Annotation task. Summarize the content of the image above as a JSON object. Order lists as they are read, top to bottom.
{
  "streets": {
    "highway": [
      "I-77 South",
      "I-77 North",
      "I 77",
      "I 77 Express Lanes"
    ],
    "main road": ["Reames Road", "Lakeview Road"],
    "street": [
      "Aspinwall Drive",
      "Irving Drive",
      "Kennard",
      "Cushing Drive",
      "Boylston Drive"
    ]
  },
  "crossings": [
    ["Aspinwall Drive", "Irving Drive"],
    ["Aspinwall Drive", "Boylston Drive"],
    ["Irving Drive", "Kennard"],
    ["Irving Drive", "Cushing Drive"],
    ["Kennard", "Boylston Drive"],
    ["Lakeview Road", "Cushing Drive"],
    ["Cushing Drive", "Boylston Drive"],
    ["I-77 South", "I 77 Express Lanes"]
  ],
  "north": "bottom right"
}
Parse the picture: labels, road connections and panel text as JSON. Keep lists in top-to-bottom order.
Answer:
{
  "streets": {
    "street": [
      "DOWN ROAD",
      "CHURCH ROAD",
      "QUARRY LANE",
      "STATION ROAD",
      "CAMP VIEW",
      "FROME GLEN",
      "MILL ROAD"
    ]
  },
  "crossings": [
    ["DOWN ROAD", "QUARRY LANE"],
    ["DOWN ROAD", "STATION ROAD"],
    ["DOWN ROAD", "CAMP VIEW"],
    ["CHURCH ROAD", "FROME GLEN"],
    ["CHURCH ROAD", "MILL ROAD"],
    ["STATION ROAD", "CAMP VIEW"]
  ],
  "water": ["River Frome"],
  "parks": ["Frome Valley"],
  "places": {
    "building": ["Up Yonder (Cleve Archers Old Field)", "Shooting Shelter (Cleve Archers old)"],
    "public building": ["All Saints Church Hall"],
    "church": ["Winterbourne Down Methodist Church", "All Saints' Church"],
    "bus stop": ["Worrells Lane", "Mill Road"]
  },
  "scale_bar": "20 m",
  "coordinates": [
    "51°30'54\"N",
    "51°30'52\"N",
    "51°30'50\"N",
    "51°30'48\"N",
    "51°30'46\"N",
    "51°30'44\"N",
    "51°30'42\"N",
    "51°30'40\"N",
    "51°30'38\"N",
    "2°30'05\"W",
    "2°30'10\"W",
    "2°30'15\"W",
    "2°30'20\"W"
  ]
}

- **Exercise**
Go over the data and return every line that includes the word "Boylston".

- **Answer to this task**
      "Boylston Drive"
    ["Aspinwall Drive", "Boylston Drive"],
    ["Kennard", "Boylston Drive"],
    ["Cushing Drive", "Boylston Drive"],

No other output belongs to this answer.